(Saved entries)
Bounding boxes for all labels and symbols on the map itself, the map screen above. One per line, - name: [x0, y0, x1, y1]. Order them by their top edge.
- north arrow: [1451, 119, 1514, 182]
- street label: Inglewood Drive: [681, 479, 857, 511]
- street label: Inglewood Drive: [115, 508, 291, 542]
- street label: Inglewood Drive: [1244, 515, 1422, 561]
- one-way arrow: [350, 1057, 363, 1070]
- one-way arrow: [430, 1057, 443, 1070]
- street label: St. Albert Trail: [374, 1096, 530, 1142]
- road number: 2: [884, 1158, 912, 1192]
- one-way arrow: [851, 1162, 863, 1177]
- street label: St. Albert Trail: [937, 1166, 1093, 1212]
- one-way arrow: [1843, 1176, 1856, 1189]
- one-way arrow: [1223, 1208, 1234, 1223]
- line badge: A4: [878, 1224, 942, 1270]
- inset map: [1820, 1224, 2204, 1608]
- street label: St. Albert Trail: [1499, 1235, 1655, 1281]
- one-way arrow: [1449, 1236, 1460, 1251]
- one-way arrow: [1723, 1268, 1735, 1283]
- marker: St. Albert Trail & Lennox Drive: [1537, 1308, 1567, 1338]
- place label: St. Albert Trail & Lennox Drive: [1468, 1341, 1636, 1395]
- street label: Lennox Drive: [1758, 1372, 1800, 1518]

▶ _Problem to solve_: Every record shown above should appear again in your answer, unchanged.

▶ _Exercise solution_:
Bounding boxes for all labels and symbols on the map itself, the map screen above. One per line, - name: [x0, y0, x1, y1]. Order them by their top edge.
- north arrow: [1451, 119, 1514, 182]
- street label: Inglewood Drive: [681, 479, 857, 511]
- street label: Inglewood Drive: [115, 508, 291, 542]
- street label: Inglewood Drive: [1244, 515, 1422, 561]
- one-way arrow: [350, 1057, 363, 1070]
- one-way arrow: [430, 1057, 443, 1070]
- street label: St. Albert Trail: [374, 1096, 530, 1142]
- road number: 2: [884, 1158, 912, 1192]
- one-way arrow: [851, 1162, 863, 1177]
- street label: St. Albert Trail: [937, 1166, 1093, 1212]
- one-way arrow: [1843, 1176, 1856, 1189]
- one-way arrow: [1223, 1208, 1234, 1223]
- line badge: A4: [878, 1224, 942, 1270]
- inset map: [1820, 1224, 2204, 1608]
- street label: St. Albert Trail: [1499, 1235, 1655, 1281]
- one-way arrow: [1449, 1236, 1460, 1251]
- one-way arrow: [1723, 1268, 1735, 1283]
- marker: St. Albert Trail & Lennox Drive: [1537, 1308, 1567, 1338]
- place label: St. Albert Trail & Lennox Drive: [1468, 1341, 1636, 1395]
- street label: Lennox Drive: [1758, 1372, 1800, 1518]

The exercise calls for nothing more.